I have three myself, all easily concealed. Most people don't even know I have tats! I didn't mean to do it, but after my last tat I realized that I have a tribal, an old school, and a new school tat. I think it's neat  :Very Happy:  

My first one. I really love horses  :Razz: , oh...and it's on hip/bum


My second one. Sorry for the terrible picture. It's on my foot and I had it placed so that it shows perfectly with heels. I went in with heels on and left with heels on that day  :Razz: 


My third one. On my shoulder, this one is my fav!

----------


## PyroPython

Im not paying to apprentice. Those three are out of my first 5. They really dont look too bad in person. And all of my stuff is sterile. New needles, sterile tubes and grips, and sterile or new tips. And the learning factor was the reason they were on famy or friends, and done free. Im not out charging people to let me learn. Ive gotten alot better since those, without paying any of the ego-filled artists we have in this area.

----------


## Capt._Howdy

i dont blame you i did the same thing  there are a couple level headed artist out here but not many my buddy on the other hand is head is the size of the sears tower lol but when it comes to friends hell throw down for free lol ehh im glade im a friend but like i said befor u have to start some where and honestly i know like 5 pro tattoo artist that learned on there own and yeah there work is great

----------


## Foschi Exotic Serpents

~My vine, mantis, spider & dragon.~

----------


## Buttons

> Im not paying to apprentice. Those three are out of my first 5. They really dont look too bad in person. And all of my stuff is sterile. New needles, sterile tubes and grips, and sterile or new tips. And the learning factor was the reason they were on famy or friends, and done free. Im not out charging people to let me learn. Ive gotten alot better since those, without paying any of the ego-filled artists we have in this area.
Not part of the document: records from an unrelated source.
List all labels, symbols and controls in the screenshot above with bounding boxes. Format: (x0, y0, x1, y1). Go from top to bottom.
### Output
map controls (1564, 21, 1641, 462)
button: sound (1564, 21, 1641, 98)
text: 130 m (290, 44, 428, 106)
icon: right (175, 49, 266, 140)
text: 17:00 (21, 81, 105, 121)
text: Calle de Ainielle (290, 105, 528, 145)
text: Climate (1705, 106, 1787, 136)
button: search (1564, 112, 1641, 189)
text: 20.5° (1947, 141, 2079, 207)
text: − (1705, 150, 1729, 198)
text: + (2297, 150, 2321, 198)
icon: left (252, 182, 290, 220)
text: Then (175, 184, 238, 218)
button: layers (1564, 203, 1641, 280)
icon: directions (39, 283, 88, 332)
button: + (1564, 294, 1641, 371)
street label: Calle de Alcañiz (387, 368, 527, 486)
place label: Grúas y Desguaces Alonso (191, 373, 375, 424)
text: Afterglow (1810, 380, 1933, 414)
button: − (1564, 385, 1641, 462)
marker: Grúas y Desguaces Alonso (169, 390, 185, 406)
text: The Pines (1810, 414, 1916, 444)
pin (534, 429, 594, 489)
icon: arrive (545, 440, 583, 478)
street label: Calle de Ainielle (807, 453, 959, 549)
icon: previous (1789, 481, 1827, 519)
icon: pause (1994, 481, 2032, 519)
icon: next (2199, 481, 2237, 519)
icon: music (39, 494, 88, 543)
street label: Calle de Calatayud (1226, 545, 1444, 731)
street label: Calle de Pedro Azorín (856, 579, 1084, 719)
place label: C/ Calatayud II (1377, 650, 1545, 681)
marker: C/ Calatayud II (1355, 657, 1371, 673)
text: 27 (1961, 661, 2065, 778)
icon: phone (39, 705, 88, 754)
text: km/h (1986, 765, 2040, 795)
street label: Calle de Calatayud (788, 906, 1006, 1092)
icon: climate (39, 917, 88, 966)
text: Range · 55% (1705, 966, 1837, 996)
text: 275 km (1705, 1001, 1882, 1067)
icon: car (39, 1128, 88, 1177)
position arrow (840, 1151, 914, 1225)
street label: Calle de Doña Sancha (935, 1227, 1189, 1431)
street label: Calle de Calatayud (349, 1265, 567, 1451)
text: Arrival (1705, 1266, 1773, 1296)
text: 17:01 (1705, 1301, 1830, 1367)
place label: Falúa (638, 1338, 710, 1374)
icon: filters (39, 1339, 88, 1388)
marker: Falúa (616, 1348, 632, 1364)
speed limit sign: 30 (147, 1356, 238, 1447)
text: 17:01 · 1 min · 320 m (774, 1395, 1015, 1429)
That's fine that you don't want to pay. Just tattoo yourself then. Stop putting your crappy work on others so they have to pay to get it fixed. Those tattoos you posted are absolute garbage and the photos show that. I've let apprentices tattoo me AFTER they've learned the basics. Those tattoos you've posted show that you STILL haven't learned the basics of tattooing and shouldn't even be putting a machine in your hands.

----------


## PyroPython

> That's fine that you don't want to pay. Just tattoo yourself then. Stop putting your crappy work on others so they have to pay to get it fixed. Those tattoos you posted are absolute garbage and the photos show that. I've let apprentices tattoo me AFTER they've learned the basics. Those tattoos you've posted show that you STILL haven't learned the basics of tattooing and shouldn't even be putting a machine in your hands.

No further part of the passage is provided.